Task description ▸
Without including any pictures, retype exactly the lines from the top of the records through the line containing "Find all labels, symbols", that final line included.

Data ▸
--*--
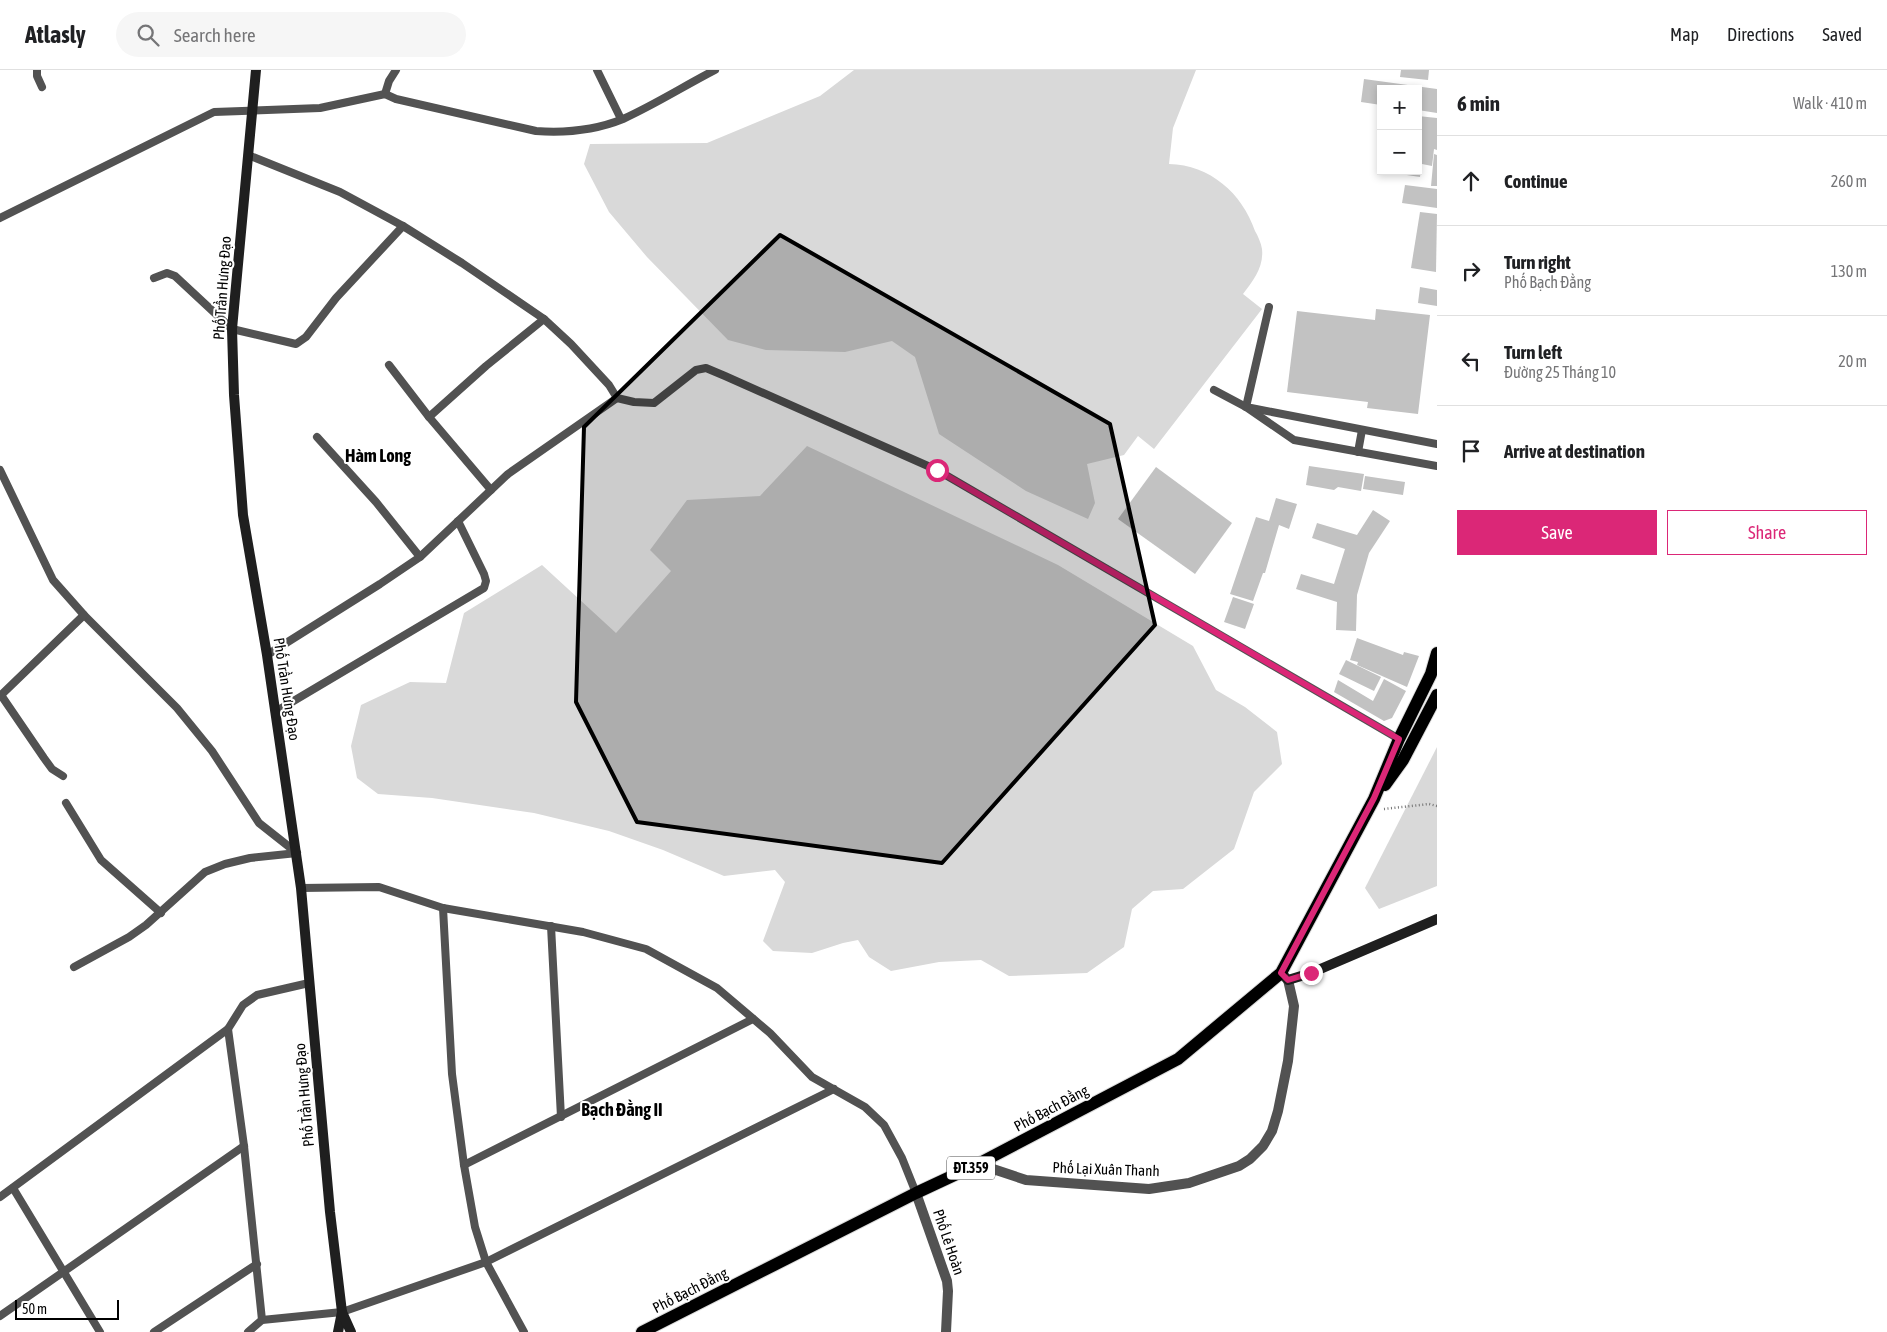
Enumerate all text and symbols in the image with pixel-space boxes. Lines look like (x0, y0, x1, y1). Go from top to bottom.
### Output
search box (116, 12, 466, 57)
text: Atlasly (25, 21, 86, 48)
icon: search (134, 21, 162, 49)
text: Search here (174, 24, 256, 46)
text: Map (1670, 24, 1699, 45)
text: Directions (1727, 24, 1794, 45)
text: Saved (1822, 24, 1862, 45)
map controls (1377, 85, 1422, 175)
button: + (1377, 85, 1422, 130)
text: 6 min (1457, 91, 1500, 115)
text: Walk · 410 m (1793, 94, 1867, 112)
button: − (1377, 130, 1422, 175)
icon: ahead (1457, 167, 1485, 195)
text: Continue (1504, 170, 1568, 192)
text: 260 m (1831, 172, 1867, 190)
street label: Phố Trần Hưng Đạo (210, 236, 234, 340)
text: Turn right (1504, 251, 1571, 273)
icon: right (1457, 257, 1485, 285)
text: 130 m (1831, 262, 1867, 280)
text: Phố Bạch Đằng (1504, 273, 1591, 291)
text: Turn left (1504, 341, 1562, 363)
icon: left (1457, 347, 1485, 375)
text: 20 m (1838, 352, 1867, 370)
text: Đường 25 Tháng 10 (1504, 363, 1616, 381)
icon: arrive (1457, 437, 1485, 465)
text: Arrive at destination (1504, 440, 1645, 462)
district label: Hàm Long (345, 445, 411, 466)
route start (926, 459, 949, 482)
button: Save (1457, 510, 1657, 555)
button: Share (1667, 510, 1867, 555)
street label: Phố Trần Hưng Đạo (270, 636, 304, 742)
route end (1300, 962, 1323, 985)
street label: Phố Trần Hưng Đạo (291, 1042, 317, 1148)
street label: Phố Bạch Đằng (1011, 1081, 1092, 1135)
district label: Bạch Đằng II (581, 1099, 663, 1120)
road number: ĐT.359 (947, 1156, 995, 1180)
street label: Phố Lại Xuân Thanh (1052, 1159, 1160, 1179)
street label: Phố Lê Hoàn (930, 1207, 968, 1277)
street label: Phố Bạch Đằng (650, 1264, 731, 1316)
scale bar (15, 1297, 119, 1320)
text: 50 m (22, 1301, 47, 1317)

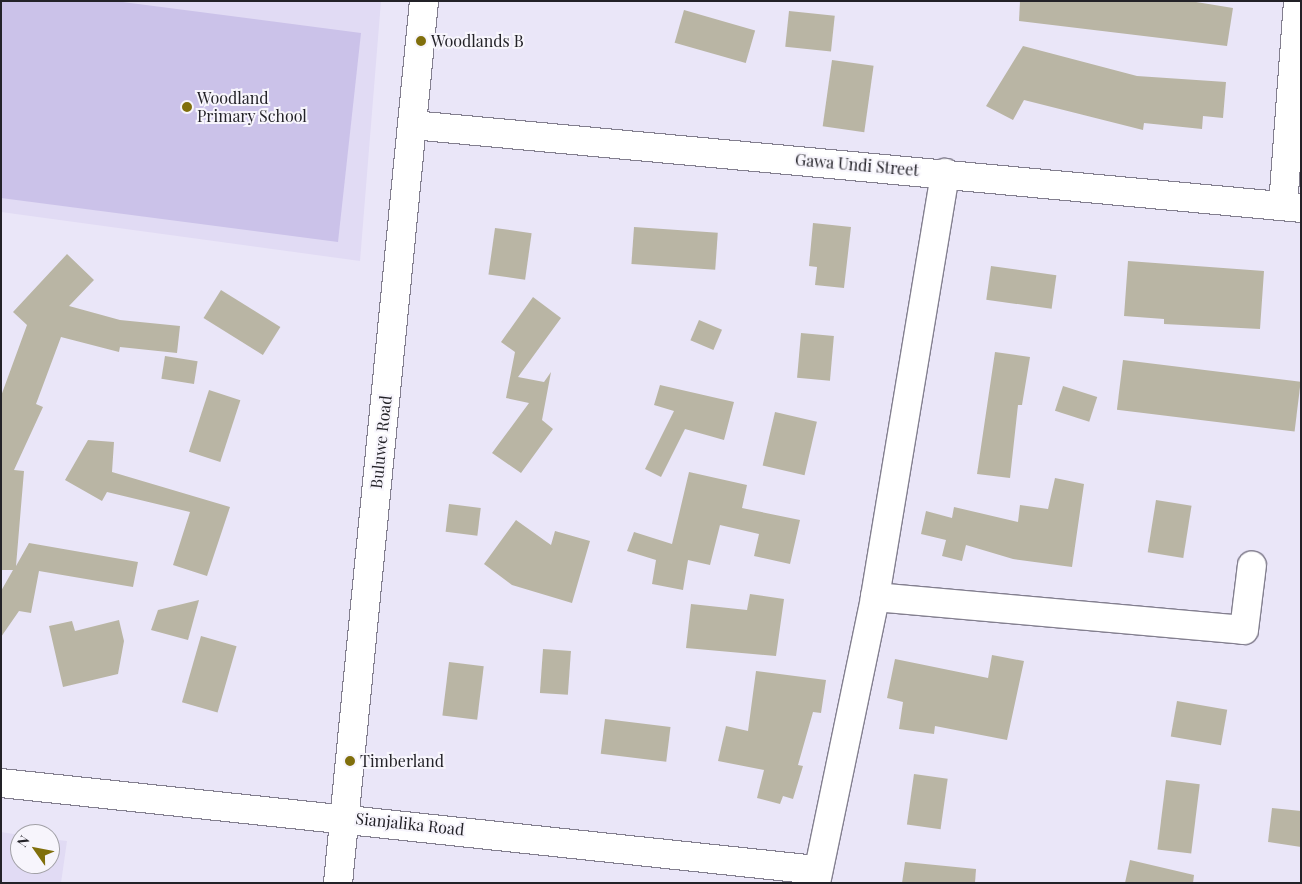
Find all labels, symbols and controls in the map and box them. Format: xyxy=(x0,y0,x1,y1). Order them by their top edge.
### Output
place label: Woodlands B xyxy=(431,31,524,51)
marker: Woodlands B xyxy=(415,35,427,47)
place label: Woodland Primary School xyxy=(197,88,307,126)
marker: Woodland Primary School xyxy=(181,101,193,113)
street label: Gawa Undi Street xyxy=(794,150,920,180)
street label: Buluwe Road xyxy=(367,394,395,490)
place label: Timberland xyxy=(360,751,444,771)
marker: Timberland xyxy=(344,755,356,767)
street label: Sianjalika Road xyxy=(355,809,465,839)
north arrow xyxy=(10,824,60,874)
text: N xyxy=(12,832,34,851)

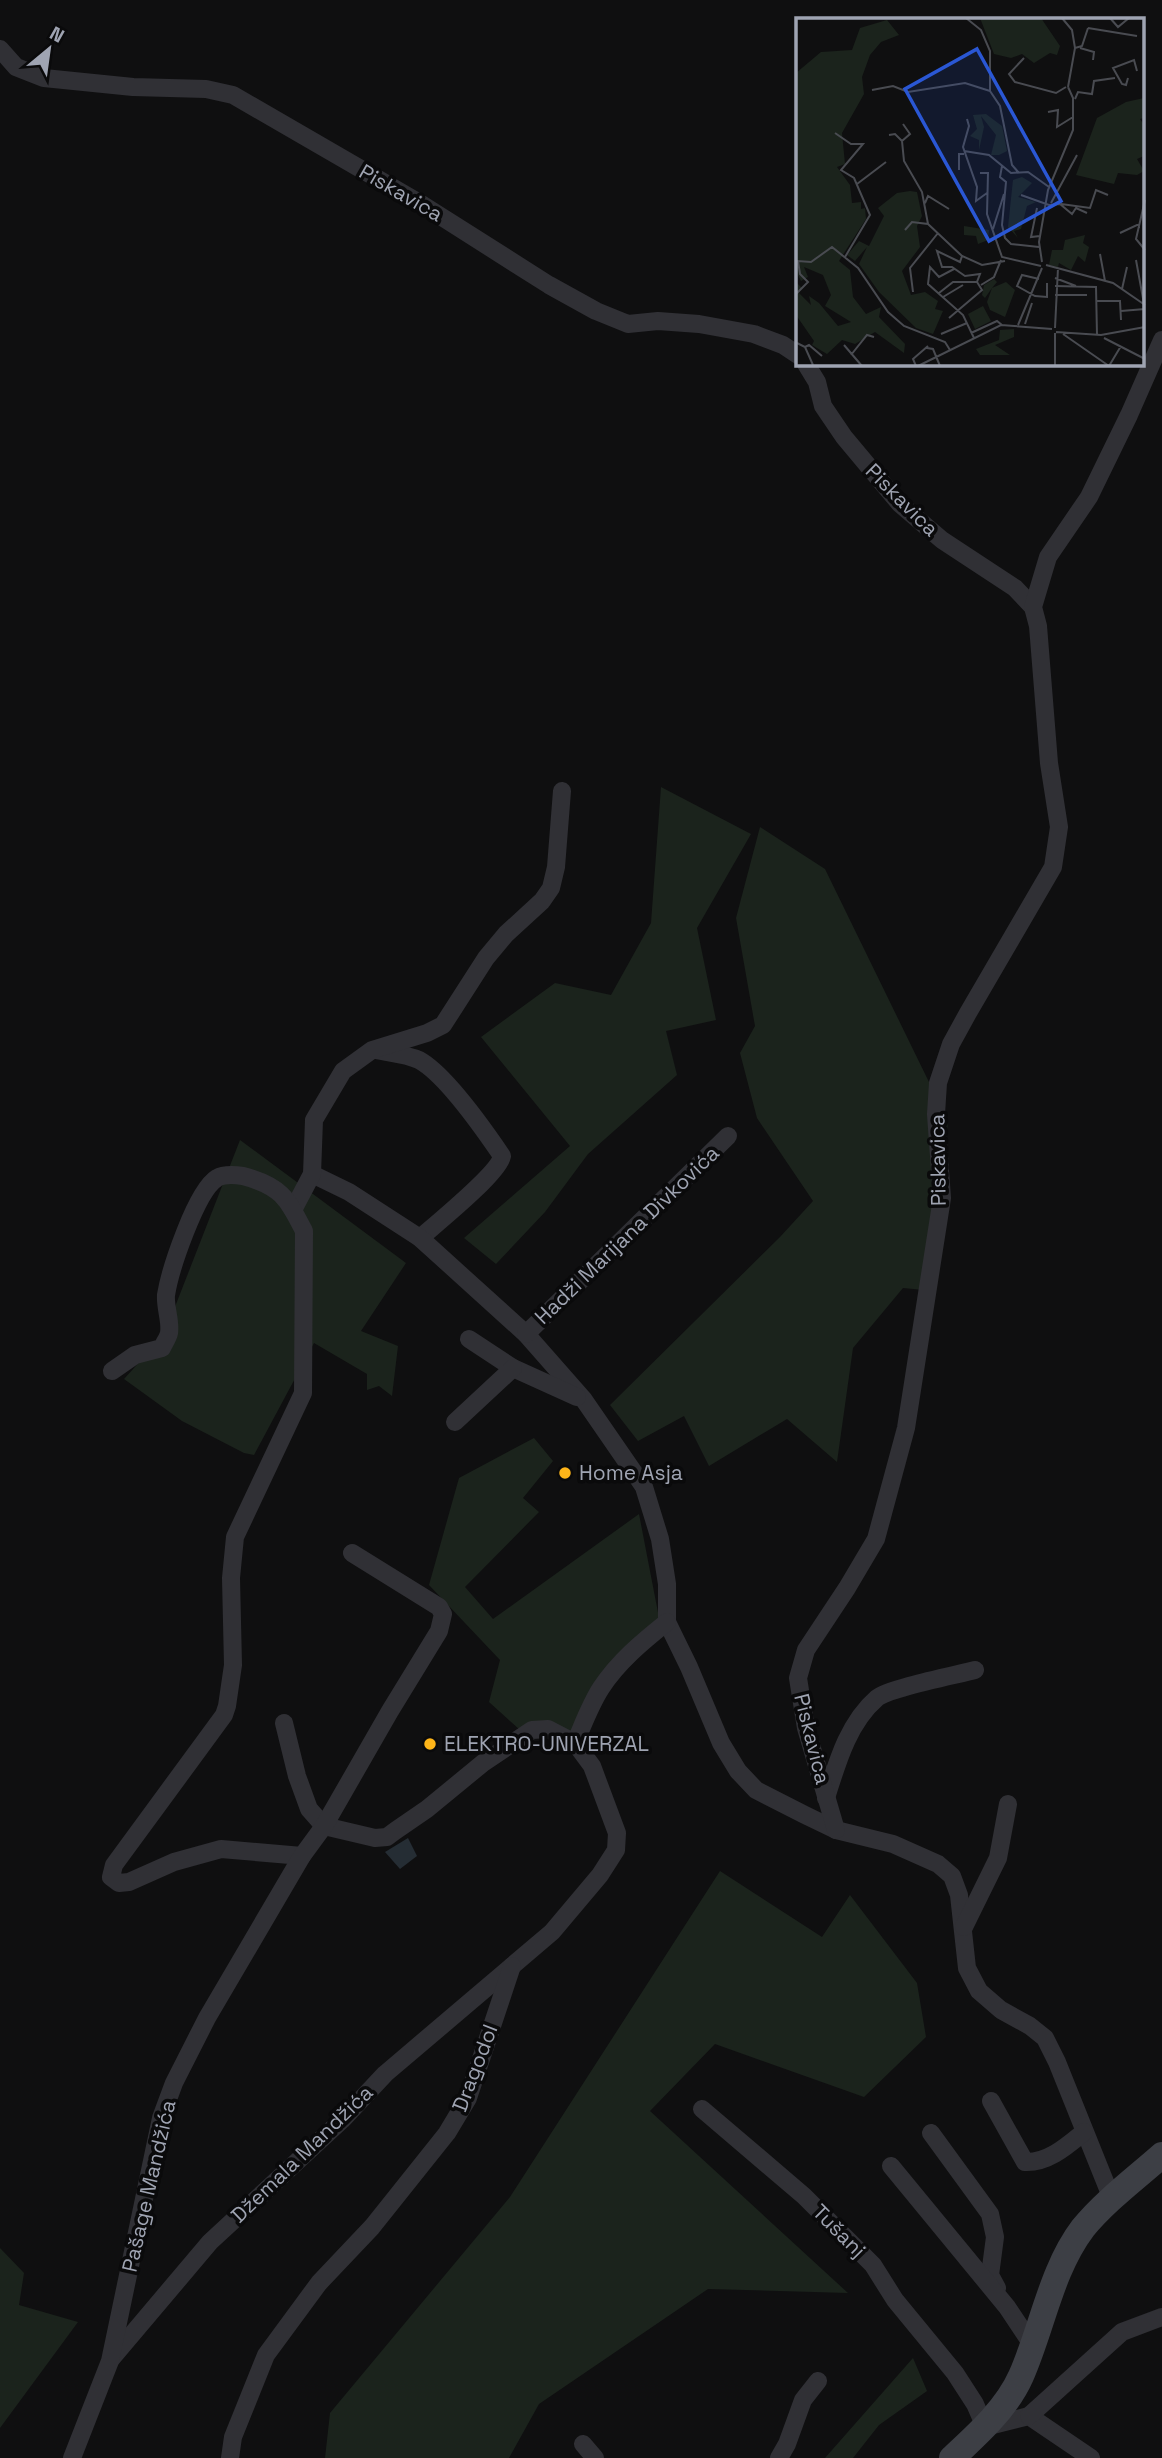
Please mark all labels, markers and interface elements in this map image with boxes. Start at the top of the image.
--*--
Reply to the exercise ▸
Enumerate all text and symbols in the image with pixel-space boxes. Lines look like (x0, y0, x1, y1). Go from top to bottom.
### Output
search box (116, 12, 466, 57)
text: Atlasly (25, 21, 86, 48)
icon: search (134, 21, 162, 49)
text: Search here (174, 24, 256, 46)
text: Map (1670, 24, 1699, 45)
text: Directions (1727, 24, 1794, 45)
text: Saved (1822, 24, 1862, 45)
map controls (1377, 85, 1422, 175)
button: + (1377, 85, 1422, 130)
text: 6 min (1457, 91, 1500, 115)
text: Walk · 410 m (1793, 94, 1867, 112)
button: − (1377, 130, 1422, 175)
icon: ahead (1457, 167, 1485, 195)
text: Continue (1504, 170, 1568, 192)
text: 260 m (1831, 172, 1867, 190)
street label: Phố Trần Hưng Đạo (210, 236, 234, 340)
text: Turn right (1504, 251, 1571, 273)
icon: right (1457, 257, 1485, 285)
text: 130 m (1831, 262, 1867, 280)
text: Phố Bạch Đằng (1504, 273, 1591, 291)
text: Turn left (1504, 341, 1562, 363)
icon: left (1457, 347, 1485, 375)
text: 20 m (1838, 352, 1867, 370)
text: Đường 25 Tháng 10 (1504, 363, 1616, 381)
icon: arrive (1457, 437, 1485, 465)
text: Arrive at destination (1504, 440, 1645, 462)
district label: Hàm Long (345, 445, 411, 466)
route start (926, 459, 949, 482)
button: Save (1457, 510, 1657, 555)
button: Share (1667, 510, 1867, 555)
street label: Phố Trần Hưng Đạo (270, 636, 304, 742)
route end (1300, 962, 1323, 985)
street label: Phố Trần Hưng Đạo (291, 1042, 317, 1148)
street label: Phố Bạch Đằng (1011, 1081, 1092, 1135)
district label: Bạch Đằng II (581, 1099, 663, 1120)
road number: ĐT.359 (947, 1156, 995, 1180)
street label: Phố Lại Xuân Thanh (1052, 1159, 1160, 1179)
street label: Phố Lê Hoàn (930, 1207, 968, 1277)
street label: Phố Bạch Đằng (650, 1264, 731, 1316)
scale bar (15, 1297, 119, 1320)
text: 50 m (22, 1301, 47, 1317)

Find all labels, symbols and controls in the map and box them. Format: xyxy=(x0,y0,x1,y1). Order them by their top edge.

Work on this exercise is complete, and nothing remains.